- Material provided:
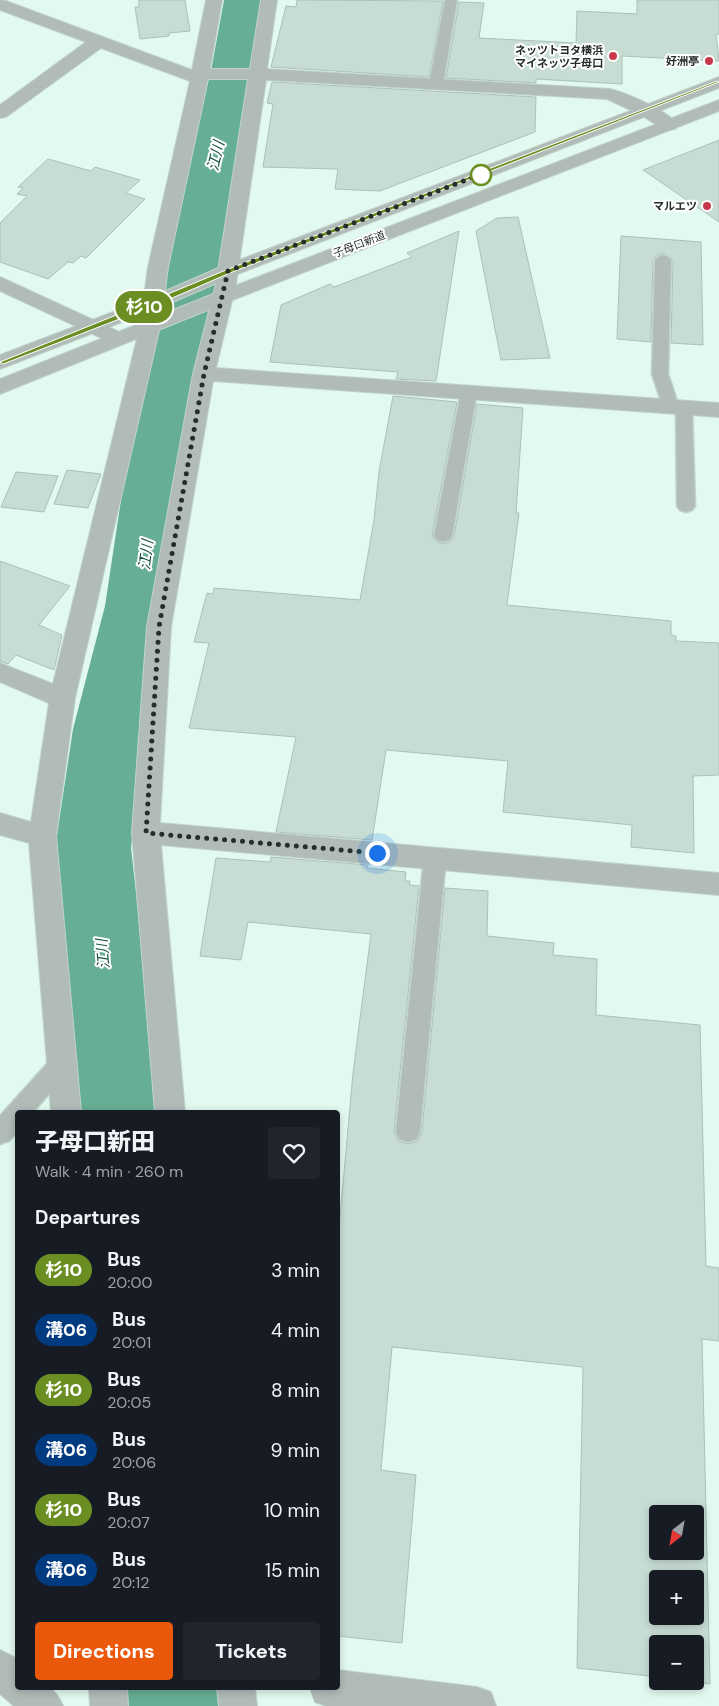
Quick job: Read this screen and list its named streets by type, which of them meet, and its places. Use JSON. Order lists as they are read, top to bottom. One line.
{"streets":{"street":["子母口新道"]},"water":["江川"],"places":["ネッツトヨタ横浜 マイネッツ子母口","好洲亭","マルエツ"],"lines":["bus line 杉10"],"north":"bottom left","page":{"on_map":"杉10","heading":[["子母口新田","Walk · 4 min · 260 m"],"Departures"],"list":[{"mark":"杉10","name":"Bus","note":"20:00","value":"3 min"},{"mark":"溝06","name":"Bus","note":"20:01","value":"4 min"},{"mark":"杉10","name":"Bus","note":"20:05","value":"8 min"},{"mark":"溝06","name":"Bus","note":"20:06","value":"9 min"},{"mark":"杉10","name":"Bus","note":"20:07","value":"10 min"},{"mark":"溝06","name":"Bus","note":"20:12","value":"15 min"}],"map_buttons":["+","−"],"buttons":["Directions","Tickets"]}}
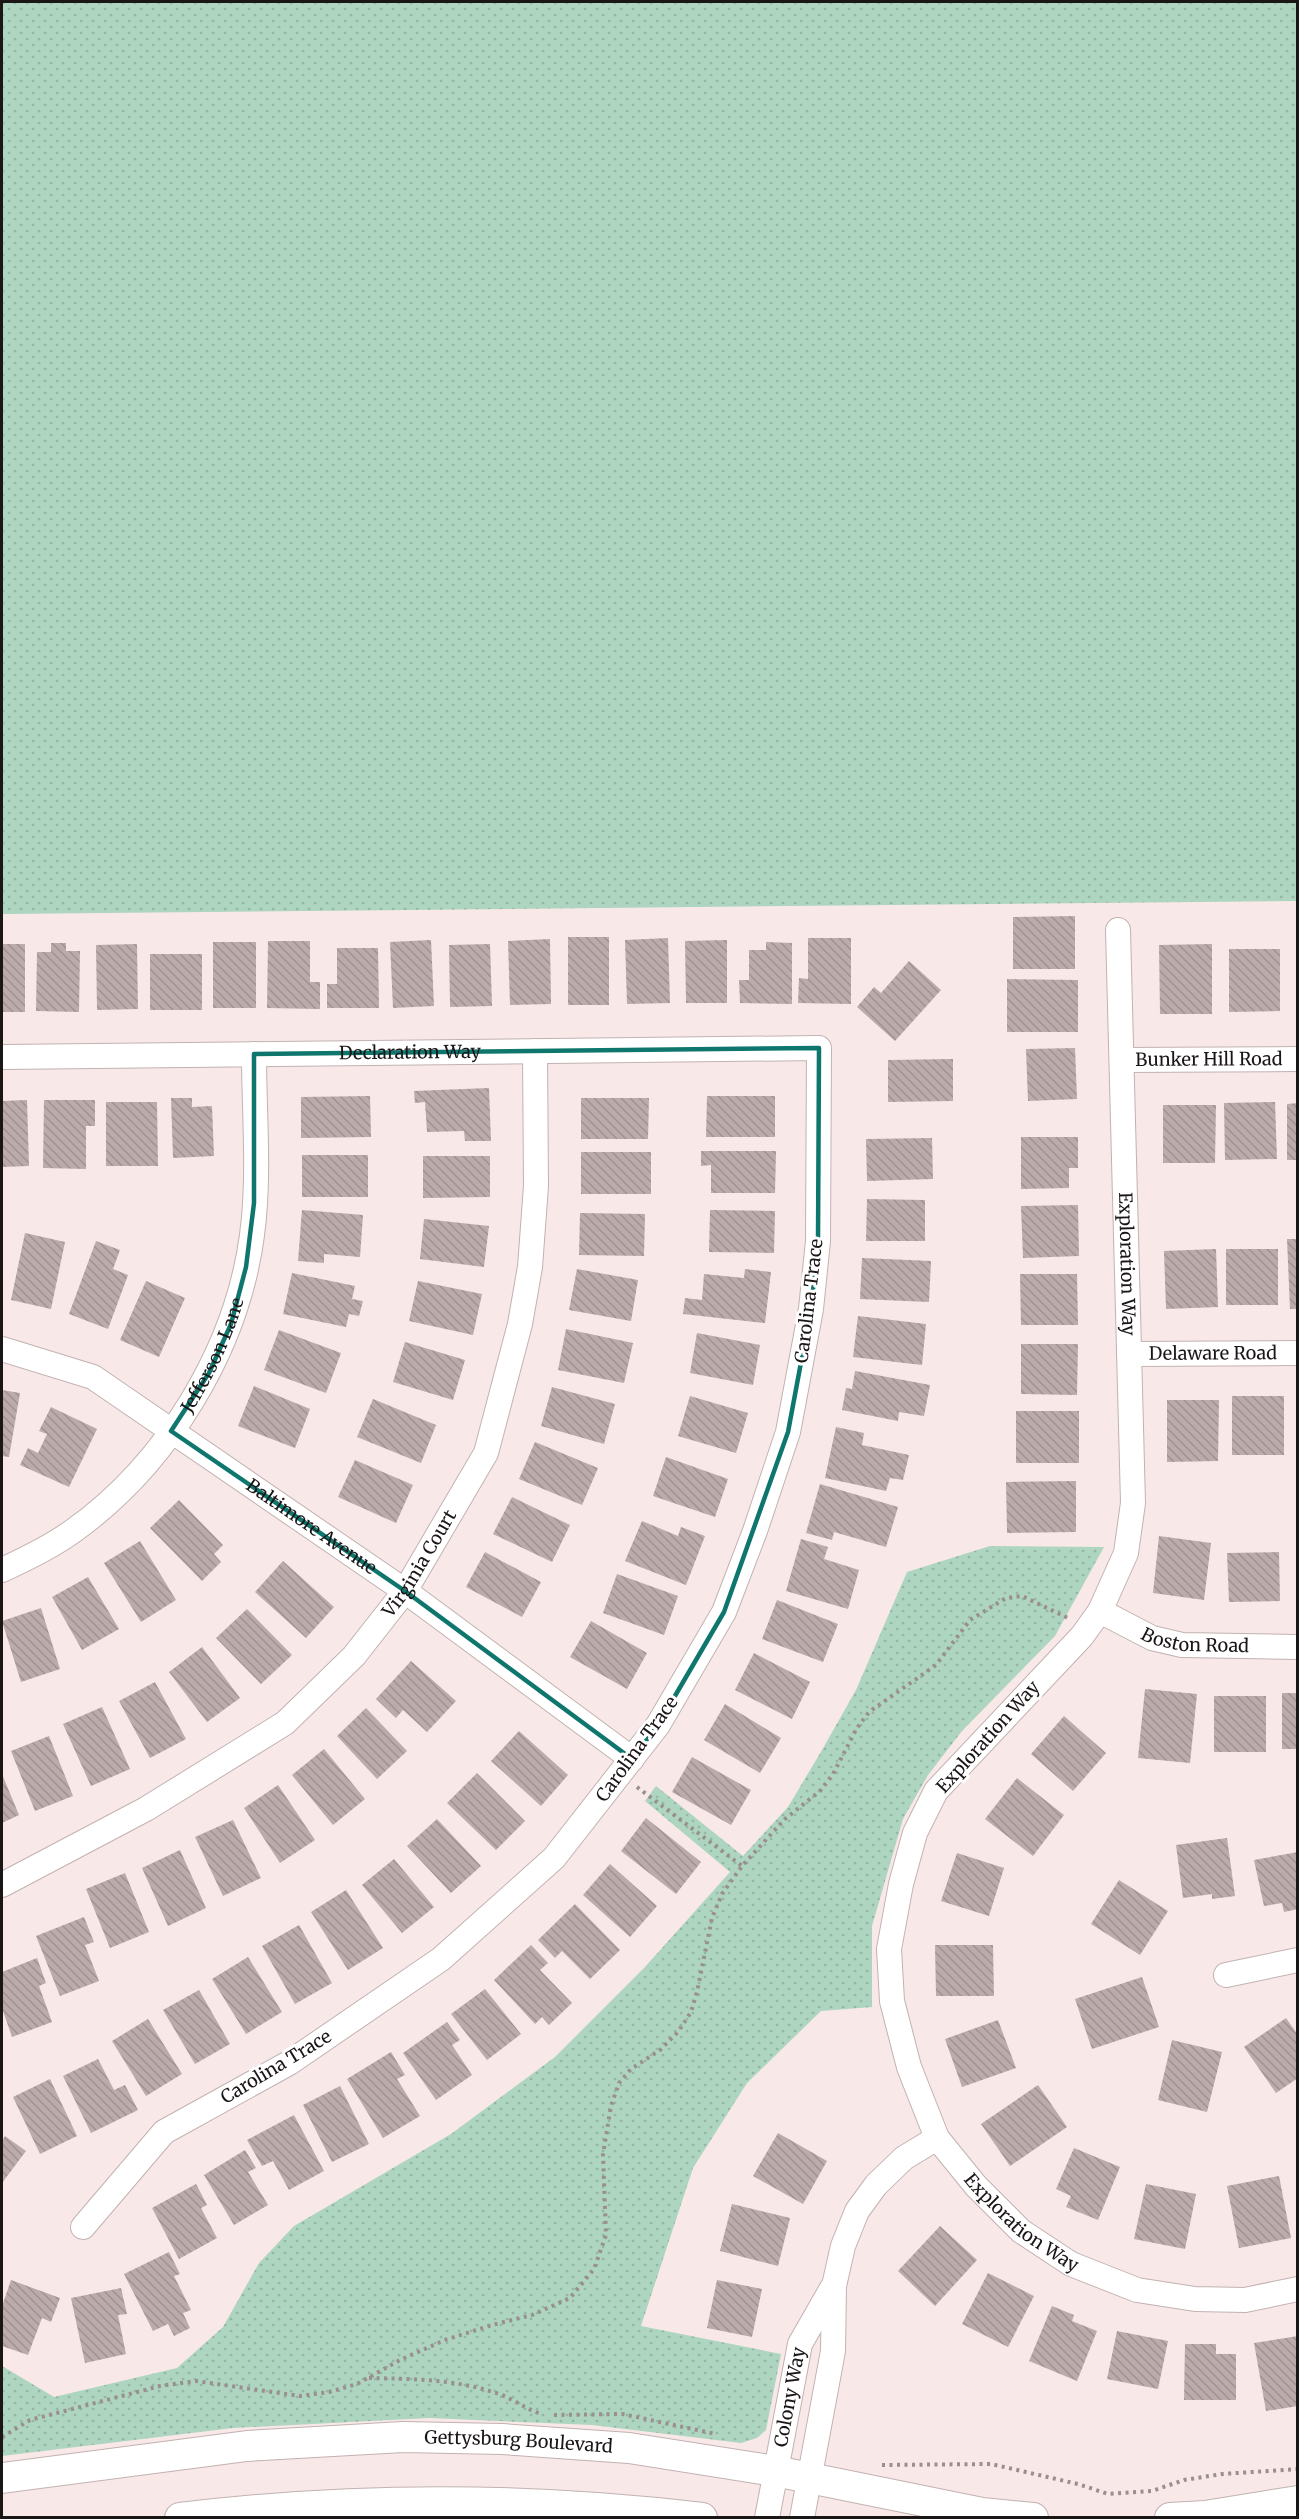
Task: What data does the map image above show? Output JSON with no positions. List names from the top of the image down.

- Work to complete: Set the listing above down again exactly, leaving pictures out.

- Reply:
Quick job: Read this screen and list its named streets by type, which of them meet, and its places. Use JSON. Order lists as they are read, top to bottom. One line.
{"streets":{"street":["子母口新道"]},"water":["江川"],"places":["ネッツトヨタ横浜 マイネッツ子母口","好洲亭","マルエツ"],"lines":["bus line 杉10"],"north":"bottom left","page":{"on_map":"杉10","heading":[["子母口新田","Walk · 4 min · 260 m"],"Departures"],"list":[{"mark":"杉10","name":"Bus","note":"20:00","value":"3 min"},{"mark":"溝06","name":"Bus","note":"20:01","value":"4 min"},{"mark":"杉10","name":"Bus","note":"20:05","value":"8 min"},{"mark":"溝06","name":"Bus","note":"20:06","value":"9 min"},{"mark":"杉10","name":"Bus","note":"20:07","value":"10 min"},{"mark":"溝06","name":"Bus","note":"20:12","value":"15 min"}],"map_buttons":["+","−"],"buttons":["Directions","Tickets"]}}
Task: What data does the map image above show? Output JSON with no positions. List names from the top of the image down.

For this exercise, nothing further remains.